**RECORDS FOR THE EXERCISE**
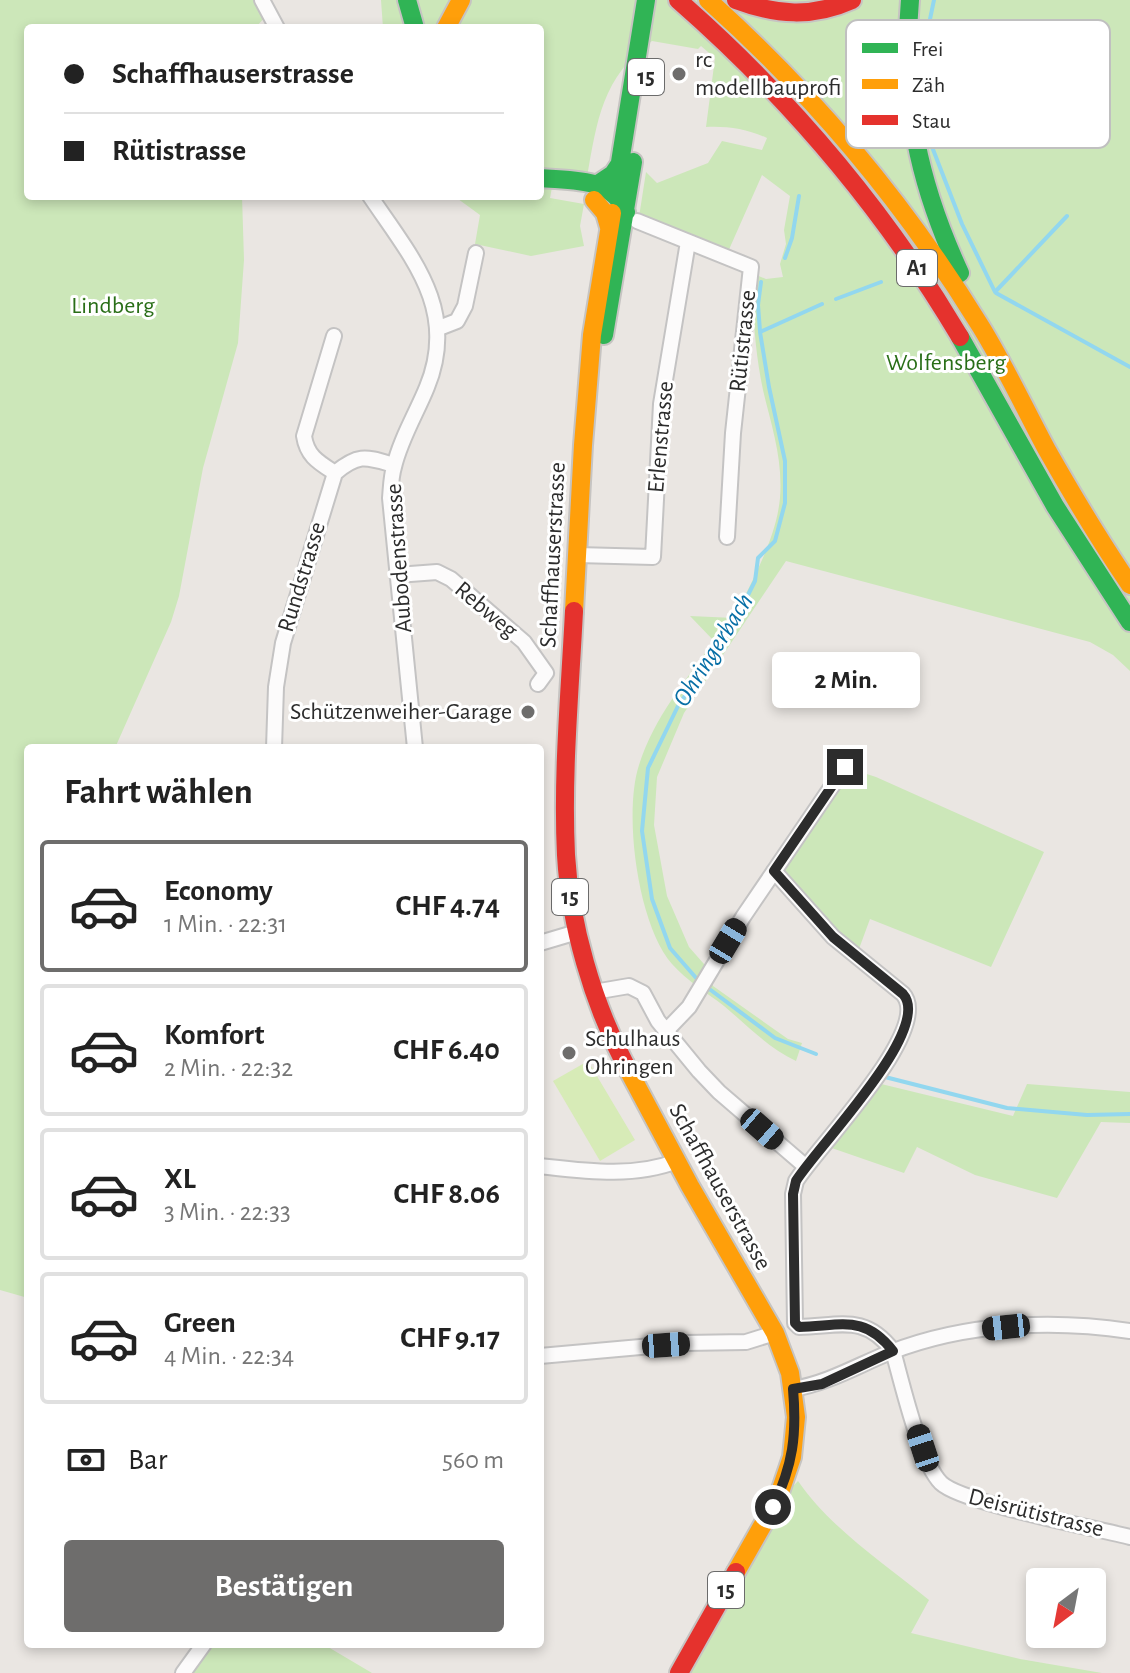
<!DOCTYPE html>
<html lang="de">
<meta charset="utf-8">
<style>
:root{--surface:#fff;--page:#f6f6f6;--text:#222;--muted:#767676;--line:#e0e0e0;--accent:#6e6d6c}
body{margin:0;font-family:"Alegreya Sans",sans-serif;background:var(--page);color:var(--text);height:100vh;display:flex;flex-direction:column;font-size:30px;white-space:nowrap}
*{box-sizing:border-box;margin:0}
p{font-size:26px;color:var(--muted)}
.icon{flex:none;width:44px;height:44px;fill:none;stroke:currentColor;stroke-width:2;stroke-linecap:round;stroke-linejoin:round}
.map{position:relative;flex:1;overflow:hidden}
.sheet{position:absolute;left:24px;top:744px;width:520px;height:904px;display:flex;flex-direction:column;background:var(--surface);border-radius:8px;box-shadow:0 4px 12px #0003}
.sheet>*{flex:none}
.guide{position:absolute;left:24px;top:24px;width:520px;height:176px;border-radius:8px;box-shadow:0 4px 12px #0003;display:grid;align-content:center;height:176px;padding:0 40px;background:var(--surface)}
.needle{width:52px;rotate:212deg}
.controls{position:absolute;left:1026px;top:1568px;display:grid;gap:16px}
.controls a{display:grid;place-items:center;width:80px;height:80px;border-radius:8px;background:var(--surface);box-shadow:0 4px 12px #0003;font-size:40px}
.end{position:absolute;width:36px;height:36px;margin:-18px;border:10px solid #2c2c2c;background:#fff;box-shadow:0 0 0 4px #fff}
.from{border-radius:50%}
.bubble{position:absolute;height:56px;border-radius:8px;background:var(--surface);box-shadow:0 4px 12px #0003;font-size:26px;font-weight:700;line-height:56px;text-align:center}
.car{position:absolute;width:24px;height:48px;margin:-24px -12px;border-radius:10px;box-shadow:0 0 6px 2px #0007;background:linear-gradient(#222 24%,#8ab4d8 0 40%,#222 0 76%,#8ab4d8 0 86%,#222 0)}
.guide b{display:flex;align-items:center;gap:28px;height:76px;font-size:30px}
.guide b+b{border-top:2px solid var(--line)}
.guide i{width:20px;height:20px;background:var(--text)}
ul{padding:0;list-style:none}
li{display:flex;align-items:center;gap:24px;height:132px;margin:0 16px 12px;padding:0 24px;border:4px solid var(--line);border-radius:8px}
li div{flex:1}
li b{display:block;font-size:30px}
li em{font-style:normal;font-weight:700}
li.selected{border-color:var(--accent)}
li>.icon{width:72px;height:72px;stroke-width:1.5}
h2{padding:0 40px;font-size:36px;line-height:96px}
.pay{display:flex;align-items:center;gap:20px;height:88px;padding:0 40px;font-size:30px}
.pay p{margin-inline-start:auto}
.primary-button{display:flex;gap:16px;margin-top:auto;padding:16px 40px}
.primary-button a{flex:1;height:92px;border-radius:8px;background:var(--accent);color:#fff;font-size:32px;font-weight:700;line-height:92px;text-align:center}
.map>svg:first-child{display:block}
.green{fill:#cce7b9}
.pitch{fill:#d7ebb7}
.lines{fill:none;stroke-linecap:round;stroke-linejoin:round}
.stream{stroke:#92d7ef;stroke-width:4}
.street-casing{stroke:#c4c3c3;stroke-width:18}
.fast-casing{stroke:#c6c4c2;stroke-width:22}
.slow-casing{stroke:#c6c4c2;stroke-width:22}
.jam-casing{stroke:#c6c4c2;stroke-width:22}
.street{stroke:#fcfbfb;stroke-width:14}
.fast{stroke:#30b455;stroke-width:18}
.slow{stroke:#ff9f0a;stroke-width:18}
.jam{stroke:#e5322d;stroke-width:18}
.route{stroke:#2c2c2c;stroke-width:10}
.poi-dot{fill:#6e6d6c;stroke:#fff;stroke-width:3}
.labels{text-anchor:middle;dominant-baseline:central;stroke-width:6;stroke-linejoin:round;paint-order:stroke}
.shield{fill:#fff;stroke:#6b6b6b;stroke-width:2}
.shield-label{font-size:22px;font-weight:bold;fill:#2c2c2c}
.poi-label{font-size:24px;fill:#2c2c2c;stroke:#fff;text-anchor:start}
.park-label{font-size:24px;fill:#296e17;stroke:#fff}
.street-label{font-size:24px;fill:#2c2c2c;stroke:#fff}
.water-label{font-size:26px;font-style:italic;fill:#076fa6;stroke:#fff}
.key{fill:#fff;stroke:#c0c0c0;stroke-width:2}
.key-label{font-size:22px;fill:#2c2c2c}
</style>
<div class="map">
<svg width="1130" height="1673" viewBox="0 0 1130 1673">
<rect width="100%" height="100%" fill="#eae6e2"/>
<path class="green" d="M 0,0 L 262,0 L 269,13 L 255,28 L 28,28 L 28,196 L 242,196 L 244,260 L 238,343 L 203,468 L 179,596 L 171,622 L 115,748 L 28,748 L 28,1298 L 0,1290 Z
M 381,0 L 1130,0 L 1130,671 L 1113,655 L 1090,642 L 786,561 L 684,713 L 657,777 L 654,825 L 667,896 L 689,947 L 711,972 L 713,986 L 788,1039 L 802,1043 L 796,1061 C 768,1048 747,1025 724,1006 C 706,992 687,981 672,964 C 638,925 623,814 639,765 C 654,718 685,681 714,641 L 690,616 L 734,618 C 752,580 776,540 780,498 C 783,459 772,428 763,390 C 755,351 752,313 754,274 L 766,279 L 783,277 L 780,264 L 786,244 L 784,230 L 790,196 L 762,175 L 727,254 L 639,217 L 646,172 L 657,183 L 708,163 L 722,141 L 762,150 L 767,138 C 747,129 728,126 706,127 L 715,58 L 701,46 L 698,49 L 652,41 C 602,77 597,121 587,177 L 555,171 L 550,198 L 584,204 L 580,226 L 584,246 L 531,256 L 475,244 L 480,215 L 454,196 L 540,196 L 540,28 L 383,28 Z
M 845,767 L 876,777 L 1044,852 L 991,967 L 870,919 L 856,957 L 774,871 Z
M 873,1082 L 1013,1116 L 1027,1084 L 1130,1092 L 1130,1123 L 1101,1122 L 1057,1198 L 975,1175 L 917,1147 L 904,1173 L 823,1145 Z
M 798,1481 C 831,1529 884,1563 929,1600 L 911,1633 L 1020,1659 L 1102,1673 L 679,1673 L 773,1507 Z
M 204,1644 L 323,1644 L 372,1673 L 183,1673 Z"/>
<path class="pitch" d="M 588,1061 L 635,1140 L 600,1161 L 553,1081 Z"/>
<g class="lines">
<path class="stream" d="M 934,0 L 925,43 L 927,134 L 962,224 L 995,292 L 1067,216
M 785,258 L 792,238 L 799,196
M 996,293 L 1130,367
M 836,299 L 881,282
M 760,331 L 758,305 L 761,282
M 697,979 L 670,948 L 652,899 L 642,831 L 648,768 L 678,706 L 730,631 L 755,581 L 758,558 L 775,541 L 785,503 L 785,461 L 769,387 L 760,332 L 822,304
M 708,988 L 775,1038 L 816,1054
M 885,1077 L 1007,1108 L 1087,1115 L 1130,1114"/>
<g class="street-casing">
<path id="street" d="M 262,0 L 277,28
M 370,196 C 411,257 459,309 427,387 C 417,412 400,440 394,467 C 391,477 391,487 390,498 L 415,748
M 637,221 L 751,267 L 733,433 L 727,537
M 439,328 L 457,321 L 465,306 L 476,253
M 334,336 L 304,436 C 307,456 318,462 335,473
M 577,555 L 653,557 L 661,404 L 688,242
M 397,575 L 437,572 L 451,579 L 524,642 L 546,673 L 538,684
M 274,748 L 276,687 L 283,643 L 335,473 C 359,453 366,457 394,465
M 774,871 L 833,937 L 903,994 C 934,1029 817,1147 796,1181 L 793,1194 L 795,1323 L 799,1327 C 841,1326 865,1314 893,1351 C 902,1383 920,1462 941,1483 C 962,1503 1095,1528 1130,1537
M 540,943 L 577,932
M 594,992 L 629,986 L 643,993 L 658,1021 L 699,1071 L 719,1092 L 805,1166
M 666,1031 L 689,1007 L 743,917 L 845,767
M 540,1166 C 585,1171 634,1178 677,1161
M 540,1356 L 685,1343 L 746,1342 L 775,1333
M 793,1389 C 829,1383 858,1365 891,1352 C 966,1323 1051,1319 1130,1331
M 183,1673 L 204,1644"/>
</g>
<g class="fast-casing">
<path id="fast" d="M 407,0 L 415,28
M 910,0 C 901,101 918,182 960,273
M 540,178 C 572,181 612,177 626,212
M 617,181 L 646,0
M 598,184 L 613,174 L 619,165
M 604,335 L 633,162
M 960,337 L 1055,506 L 1130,622"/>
</g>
<g class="slow-casing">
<path id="slow" d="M 708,0 C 814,95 906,205 981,327 C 1005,366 1025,409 1047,450 C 1073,496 1100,541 1130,585
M 446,28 L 461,0
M 594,200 L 605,213 L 609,227
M 574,611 L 583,445 L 592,335 L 612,213
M 625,1064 L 690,1186 L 775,1333 L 790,1373 L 796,1417 L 792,1457 L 778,1498 L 736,1572"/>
</g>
<g class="jam-casing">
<path id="jam" d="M 678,0 C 790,98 884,209 960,337
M 736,0 C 776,15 812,18 852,0
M 574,611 C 570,692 562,774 566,855 C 570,924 593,1003 625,1064
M 679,1673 L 736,1572"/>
</g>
<use href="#street" class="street"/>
<use href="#fast" class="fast"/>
<use href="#slow" class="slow"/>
<use href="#jam" class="jam"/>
</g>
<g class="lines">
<path class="route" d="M 773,1507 C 793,1465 797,1435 793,1389 L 822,1384 L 893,1351 C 864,1314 842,1326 799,1327 L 795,1323 L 793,1194 L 796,1181 C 817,1147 934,1029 903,994 L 833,937 L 774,871 L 845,767"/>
</g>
<g class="poi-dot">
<circle cx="679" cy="74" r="8"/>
<circle cx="528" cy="712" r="8"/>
<circle cx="569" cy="1053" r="8"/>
</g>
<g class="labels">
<g class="shield">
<rect x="628" y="59" width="36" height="36" rx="6"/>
<rect x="897" y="250" width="40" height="36" rx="6"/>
<rect x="552" y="879" width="36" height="36" rx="6"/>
<rect x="708" y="1572" width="36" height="36" rx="6"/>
</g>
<g class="shield-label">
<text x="646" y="77">15</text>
<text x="917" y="268">A1</text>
<text x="570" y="897">15</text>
<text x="726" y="1590">15</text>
</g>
<g class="poi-label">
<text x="695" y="60">rc<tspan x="695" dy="28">modellbauprofi</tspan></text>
<text x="512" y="712" text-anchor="end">Schützenweiher-Garage</text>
<text x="585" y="1039">Schulhaus<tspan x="585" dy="28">Ohringen</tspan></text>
</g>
<g class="park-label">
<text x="113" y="306">Lindberg</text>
<text x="946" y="363">Wolfensberg</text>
</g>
<g class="street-label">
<text transform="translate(743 341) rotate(-84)">Rütistrasse</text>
<text transform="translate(661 437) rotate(-85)">Erlenstrasse</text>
<text transform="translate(553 555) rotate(-87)">Schaffhauserstrasse</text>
<text transform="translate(399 558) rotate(-94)">Aubodenstrasse</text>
<text transform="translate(302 577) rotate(-73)">Rundstrasse</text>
<text transform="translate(486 610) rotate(40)">Rebweg</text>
<text transform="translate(720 1187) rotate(61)">Schaffhauserstrasse</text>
<text transform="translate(1036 1513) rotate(14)">Deisrütistrasse</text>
</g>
<g class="water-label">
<text transform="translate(713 650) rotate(-58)">Ohringerbach</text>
</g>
</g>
<rect x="846" y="20" width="264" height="128" rx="12" class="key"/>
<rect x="862" y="43" width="36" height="10" fill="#30b455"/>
<rect x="862" y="79" width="36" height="10" fill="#ff9f0a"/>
<rect x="862" y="115" width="36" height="10" fill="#e5322d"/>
<g class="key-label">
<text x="912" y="56">Frei</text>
<text x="912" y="92">Zäh</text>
<text x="912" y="128">Stau</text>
</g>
</svg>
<div class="controls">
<a><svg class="needle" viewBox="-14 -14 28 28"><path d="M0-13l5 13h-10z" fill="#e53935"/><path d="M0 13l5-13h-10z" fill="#767676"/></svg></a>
</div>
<i class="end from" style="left:773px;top:1507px"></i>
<i class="end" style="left:845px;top:767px"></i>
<div class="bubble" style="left:772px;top:652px;width:148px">2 Min.</div>
<i class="car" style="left:728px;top:941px;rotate:31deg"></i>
<i class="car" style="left:762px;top:1129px;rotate:131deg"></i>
<i class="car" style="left:1006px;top:1327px;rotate:264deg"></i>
<i class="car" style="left:666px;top:1345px;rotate:86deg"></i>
<i class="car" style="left:923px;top:1448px;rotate:342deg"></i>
<div class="guide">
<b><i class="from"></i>Schaffhauserstrasse</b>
<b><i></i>Rütistrasse</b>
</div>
<section class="sheet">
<h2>Fahrt wählen</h2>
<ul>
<li class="selected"><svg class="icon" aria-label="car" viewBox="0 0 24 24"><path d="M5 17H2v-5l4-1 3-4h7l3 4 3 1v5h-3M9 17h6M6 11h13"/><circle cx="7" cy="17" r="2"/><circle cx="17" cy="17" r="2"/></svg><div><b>Economy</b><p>1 Min. · 22:31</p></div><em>CHF 4.74</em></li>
<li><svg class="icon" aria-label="car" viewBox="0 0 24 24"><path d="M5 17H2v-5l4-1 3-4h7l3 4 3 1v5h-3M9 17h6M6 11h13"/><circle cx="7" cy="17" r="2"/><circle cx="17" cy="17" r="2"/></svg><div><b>Komfort</b><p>2 Min. · 22:32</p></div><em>CHF 6.40</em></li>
<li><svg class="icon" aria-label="car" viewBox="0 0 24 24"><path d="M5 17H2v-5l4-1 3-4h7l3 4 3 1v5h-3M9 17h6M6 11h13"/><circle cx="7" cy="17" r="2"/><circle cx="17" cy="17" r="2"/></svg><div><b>XL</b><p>3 Min. · 22:33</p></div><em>CHF 8.06</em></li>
<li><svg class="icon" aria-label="car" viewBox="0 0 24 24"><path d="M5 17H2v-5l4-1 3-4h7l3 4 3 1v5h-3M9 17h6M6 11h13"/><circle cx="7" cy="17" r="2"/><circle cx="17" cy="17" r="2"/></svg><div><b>Green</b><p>4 Min. · 22:34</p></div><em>CHF 9.17</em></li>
</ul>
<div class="pay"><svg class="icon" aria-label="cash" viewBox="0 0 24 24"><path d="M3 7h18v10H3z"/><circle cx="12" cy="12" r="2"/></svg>Bar<p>560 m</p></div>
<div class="primary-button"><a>Bestätigen</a></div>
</section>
</div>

**TASK INSTRUCTIONS**
Say how many of the lines above include the word "labels", giving the figure alone.

**SOLUTION FOR THIS PROBLEM**
2